1958 ANKARA DAVASI VE BEKİR BERK
“1958’de içinde Zübeyir, Sungur, Bayram, Tahiri, Ceylan, Rüştü, Mustafa Türkmenoğlu, M. Emin Birinci ağabeylerin de bulunduğu 10 sanıklı Ankara davası başlamıştı. Hepsi Ankara’da Medrese-i Yusufiyede… Avukat Bekir Berk Ağabey, eski mebus Dr. Tahsin Tola’nın evinin balkonunda bizleri topladı. Tek tek herkese sordu: ‘Bu müdafaaya nasıl hazırlanalım?’ diye sordu… Elhamdülillah, Üstad’ımızın ‘Risale-i Nur’u müdafaa tarzı’ takip edilerek beraat alındı.

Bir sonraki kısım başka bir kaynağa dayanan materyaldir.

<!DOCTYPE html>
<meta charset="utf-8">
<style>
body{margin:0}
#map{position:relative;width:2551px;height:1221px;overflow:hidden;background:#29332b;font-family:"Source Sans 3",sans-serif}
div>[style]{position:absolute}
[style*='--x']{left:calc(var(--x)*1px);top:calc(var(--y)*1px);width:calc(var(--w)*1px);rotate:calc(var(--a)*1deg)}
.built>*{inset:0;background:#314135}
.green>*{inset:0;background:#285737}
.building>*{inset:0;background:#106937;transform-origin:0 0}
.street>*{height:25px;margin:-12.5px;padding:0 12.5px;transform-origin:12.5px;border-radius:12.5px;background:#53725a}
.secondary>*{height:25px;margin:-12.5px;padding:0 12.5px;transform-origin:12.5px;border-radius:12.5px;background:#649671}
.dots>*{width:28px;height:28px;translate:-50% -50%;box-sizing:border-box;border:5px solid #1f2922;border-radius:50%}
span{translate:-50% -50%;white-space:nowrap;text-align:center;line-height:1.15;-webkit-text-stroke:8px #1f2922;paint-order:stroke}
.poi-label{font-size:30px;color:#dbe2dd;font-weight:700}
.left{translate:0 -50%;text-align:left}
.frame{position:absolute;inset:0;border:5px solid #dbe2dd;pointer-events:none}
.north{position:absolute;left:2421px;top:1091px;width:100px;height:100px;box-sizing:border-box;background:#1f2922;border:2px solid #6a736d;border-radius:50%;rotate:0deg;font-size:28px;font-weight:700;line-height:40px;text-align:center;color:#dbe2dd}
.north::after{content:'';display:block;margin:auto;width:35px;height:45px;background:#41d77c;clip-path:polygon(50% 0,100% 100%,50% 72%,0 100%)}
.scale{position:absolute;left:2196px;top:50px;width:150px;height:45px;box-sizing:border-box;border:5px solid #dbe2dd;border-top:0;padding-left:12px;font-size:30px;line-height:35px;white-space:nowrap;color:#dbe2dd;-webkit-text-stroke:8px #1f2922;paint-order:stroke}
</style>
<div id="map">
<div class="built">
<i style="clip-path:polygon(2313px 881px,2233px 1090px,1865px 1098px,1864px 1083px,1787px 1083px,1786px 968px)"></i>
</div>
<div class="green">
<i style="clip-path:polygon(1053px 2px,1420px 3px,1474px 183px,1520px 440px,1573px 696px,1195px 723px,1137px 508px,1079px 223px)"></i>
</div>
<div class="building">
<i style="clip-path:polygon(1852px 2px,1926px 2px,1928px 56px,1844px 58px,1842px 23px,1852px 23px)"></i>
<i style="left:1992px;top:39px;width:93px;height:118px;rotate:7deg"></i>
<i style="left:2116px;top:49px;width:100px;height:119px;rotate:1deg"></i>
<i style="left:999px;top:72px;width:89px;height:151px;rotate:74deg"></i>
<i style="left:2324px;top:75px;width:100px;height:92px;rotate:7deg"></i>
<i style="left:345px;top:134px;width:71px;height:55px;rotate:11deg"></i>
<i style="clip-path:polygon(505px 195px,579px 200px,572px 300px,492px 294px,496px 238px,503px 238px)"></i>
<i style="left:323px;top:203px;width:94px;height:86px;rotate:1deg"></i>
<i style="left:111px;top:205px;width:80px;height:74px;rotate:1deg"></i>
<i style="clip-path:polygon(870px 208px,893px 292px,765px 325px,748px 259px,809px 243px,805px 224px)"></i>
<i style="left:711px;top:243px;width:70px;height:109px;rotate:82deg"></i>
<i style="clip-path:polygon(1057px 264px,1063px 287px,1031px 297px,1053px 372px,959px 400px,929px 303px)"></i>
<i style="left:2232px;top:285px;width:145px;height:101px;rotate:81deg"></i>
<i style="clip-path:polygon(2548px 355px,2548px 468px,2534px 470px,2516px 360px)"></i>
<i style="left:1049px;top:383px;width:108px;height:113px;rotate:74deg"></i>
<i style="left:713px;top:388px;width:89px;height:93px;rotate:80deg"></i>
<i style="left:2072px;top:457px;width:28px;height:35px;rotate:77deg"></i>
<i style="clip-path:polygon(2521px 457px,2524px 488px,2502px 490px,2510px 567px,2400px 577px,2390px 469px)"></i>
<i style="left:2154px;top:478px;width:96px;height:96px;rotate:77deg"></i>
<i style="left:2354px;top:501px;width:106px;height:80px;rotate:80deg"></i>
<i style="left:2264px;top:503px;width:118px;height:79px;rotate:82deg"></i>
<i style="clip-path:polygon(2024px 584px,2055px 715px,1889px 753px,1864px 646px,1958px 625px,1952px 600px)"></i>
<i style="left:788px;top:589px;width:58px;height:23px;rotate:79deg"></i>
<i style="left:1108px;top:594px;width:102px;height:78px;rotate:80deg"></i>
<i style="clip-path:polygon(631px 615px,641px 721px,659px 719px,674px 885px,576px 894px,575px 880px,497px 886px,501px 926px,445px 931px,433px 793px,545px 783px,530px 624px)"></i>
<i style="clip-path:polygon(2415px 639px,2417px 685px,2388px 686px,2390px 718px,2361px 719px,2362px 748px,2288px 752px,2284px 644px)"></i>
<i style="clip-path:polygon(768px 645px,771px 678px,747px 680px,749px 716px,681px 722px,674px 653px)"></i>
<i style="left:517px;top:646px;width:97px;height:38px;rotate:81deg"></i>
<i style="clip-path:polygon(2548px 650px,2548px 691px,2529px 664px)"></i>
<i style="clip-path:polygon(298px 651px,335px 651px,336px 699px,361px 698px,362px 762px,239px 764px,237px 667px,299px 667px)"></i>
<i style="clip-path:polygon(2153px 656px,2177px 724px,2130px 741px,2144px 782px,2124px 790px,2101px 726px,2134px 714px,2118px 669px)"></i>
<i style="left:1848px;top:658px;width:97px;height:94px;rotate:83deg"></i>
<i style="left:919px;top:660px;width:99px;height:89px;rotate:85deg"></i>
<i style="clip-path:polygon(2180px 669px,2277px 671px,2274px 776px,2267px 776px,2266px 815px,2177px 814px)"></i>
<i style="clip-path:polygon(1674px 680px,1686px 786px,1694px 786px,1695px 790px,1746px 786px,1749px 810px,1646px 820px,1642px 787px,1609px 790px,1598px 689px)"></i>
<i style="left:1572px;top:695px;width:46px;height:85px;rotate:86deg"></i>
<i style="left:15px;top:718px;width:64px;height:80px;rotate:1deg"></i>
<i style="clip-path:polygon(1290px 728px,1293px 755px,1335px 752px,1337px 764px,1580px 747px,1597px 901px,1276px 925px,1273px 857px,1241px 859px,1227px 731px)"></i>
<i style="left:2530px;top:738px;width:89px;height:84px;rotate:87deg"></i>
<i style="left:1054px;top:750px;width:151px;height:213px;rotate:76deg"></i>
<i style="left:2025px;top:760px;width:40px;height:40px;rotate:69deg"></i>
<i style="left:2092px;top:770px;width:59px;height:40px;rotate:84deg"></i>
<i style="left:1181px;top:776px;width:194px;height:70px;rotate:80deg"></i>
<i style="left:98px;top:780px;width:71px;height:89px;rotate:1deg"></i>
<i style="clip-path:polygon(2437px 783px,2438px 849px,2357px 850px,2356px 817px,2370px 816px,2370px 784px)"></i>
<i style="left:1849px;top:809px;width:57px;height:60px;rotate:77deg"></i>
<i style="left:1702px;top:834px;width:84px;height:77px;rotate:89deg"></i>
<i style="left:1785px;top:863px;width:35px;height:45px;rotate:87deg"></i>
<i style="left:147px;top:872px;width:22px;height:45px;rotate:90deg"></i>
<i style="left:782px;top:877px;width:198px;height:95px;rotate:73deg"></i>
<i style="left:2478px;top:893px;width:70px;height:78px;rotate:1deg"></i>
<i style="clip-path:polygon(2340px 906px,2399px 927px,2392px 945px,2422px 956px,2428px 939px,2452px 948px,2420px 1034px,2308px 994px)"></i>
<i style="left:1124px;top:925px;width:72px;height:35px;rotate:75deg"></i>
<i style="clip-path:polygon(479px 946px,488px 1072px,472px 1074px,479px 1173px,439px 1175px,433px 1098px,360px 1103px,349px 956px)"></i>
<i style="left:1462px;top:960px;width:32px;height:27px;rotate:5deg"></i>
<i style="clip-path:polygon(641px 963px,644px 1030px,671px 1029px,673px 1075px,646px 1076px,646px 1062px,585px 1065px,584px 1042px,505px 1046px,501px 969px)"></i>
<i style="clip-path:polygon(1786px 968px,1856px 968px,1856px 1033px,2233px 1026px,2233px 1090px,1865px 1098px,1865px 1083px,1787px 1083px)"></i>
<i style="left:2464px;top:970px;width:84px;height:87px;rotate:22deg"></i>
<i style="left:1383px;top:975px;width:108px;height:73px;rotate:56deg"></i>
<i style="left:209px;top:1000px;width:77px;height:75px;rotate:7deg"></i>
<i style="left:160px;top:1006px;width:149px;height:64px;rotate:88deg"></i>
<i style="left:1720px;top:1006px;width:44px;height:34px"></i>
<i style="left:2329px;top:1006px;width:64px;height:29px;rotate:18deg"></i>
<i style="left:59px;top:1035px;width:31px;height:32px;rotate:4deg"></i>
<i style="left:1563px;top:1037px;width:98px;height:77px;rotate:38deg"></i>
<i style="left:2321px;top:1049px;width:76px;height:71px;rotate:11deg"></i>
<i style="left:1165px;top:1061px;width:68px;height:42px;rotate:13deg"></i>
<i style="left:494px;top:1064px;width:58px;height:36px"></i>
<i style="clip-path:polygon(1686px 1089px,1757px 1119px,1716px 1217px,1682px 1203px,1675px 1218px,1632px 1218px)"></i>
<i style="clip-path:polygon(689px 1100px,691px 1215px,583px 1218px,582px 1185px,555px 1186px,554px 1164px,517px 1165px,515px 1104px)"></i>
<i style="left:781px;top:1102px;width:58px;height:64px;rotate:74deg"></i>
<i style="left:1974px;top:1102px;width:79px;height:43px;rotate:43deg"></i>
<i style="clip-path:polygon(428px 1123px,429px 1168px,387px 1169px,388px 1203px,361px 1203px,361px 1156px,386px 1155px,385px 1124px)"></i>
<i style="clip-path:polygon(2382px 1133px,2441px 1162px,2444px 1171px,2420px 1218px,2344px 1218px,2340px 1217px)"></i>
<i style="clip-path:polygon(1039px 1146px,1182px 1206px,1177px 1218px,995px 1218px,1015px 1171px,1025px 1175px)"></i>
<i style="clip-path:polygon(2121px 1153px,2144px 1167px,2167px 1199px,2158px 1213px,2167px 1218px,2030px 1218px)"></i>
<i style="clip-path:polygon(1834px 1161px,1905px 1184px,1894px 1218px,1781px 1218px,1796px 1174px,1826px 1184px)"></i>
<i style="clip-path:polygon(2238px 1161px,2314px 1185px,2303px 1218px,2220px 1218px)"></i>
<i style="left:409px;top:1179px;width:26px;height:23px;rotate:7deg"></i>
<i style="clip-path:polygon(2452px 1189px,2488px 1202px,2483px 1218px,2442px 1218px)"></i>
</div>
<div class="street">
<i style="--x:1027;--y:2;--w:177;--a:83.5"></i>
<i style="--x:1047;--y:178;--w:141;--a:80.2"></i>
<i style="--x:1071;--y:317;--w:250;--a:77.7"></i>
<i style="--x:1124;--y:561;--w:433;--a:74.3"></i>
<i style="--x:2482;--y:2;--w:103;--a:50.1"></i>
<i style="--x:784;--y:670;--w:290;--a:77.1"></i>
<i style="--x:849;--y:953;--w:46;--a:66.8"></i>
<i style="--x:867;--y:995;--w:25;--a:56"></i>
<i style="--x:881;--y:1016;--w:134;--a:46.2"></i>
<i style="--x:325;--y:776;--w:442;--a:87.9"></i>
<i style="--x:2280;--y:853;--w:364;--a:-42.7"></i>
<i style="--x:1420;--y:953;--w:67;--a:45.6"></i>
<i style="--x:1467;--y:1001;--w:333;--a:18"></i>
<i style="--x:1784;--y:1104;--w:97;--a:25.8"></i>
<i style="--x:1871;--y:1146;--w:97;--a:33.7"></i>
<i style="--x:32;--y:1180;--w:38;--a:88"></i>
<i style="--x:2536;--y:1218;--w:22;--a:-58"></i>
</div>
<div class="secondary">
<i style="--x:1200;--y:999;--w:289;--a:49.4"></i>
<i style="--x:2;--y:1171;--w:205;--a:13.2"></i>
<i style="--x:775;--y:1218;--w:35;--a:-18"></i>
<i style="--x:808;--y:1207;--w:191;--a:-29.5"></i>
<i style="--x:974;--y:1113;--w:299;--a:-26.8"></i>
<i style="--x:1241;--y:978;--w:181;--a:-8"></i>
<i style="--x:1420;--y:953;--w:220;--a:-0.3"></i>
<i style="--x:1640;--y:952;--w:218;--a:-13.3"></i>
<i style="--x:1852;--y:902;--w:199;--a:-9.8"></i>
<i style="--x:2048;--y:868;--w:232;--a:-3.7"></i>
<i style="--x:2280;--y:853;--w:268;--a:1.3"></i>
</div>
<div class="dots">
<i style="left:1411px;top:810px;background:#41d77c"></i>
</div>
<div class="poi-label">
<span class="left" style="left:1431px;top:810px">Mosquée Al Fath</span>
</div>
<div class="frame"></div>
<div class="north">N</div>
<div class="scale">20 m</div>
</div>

“Ben edebi Bekir Berk ağabeyde gördüm. Üstad arabada otururken biz ayakta bekliyoruz. Bekir Ağabey dizleri üstünde, hürmet icabı Üstad’a bakıyor. Üstad öteye baksa, dizleri üstünde hemen oraya geçiyor, başını çevirse gene geçiyor…”
ÜSTAD’IN VEFAT HABERİNİ DUYUNCA…
“23 Mart 1960 tarihinde Üstad’ın vefat haberini aldım. Ankara’dayım… Hemen Meclis’e koştum (eski TBMM meclisi o zaman Ulus’taydı). Birçok ağabey ve kardeş, Üstad’a yapılan zulmü anlatmak için Ankara’ya meclise gitmişti. Merdivenlerde Mustafa Sungur ağabeyi gördüm. Üstad’ın vefatını söyledim. ‘Allahu Ekber!’ diye inledi. Hemen bir minibüs tuttuk. Diyarbakırlılardan bile önce, Urfa’ya varmak nasip oldu! Üstad’ımızı kabrine koyan dört kişiden biri olmak nasip olmuştu bize.”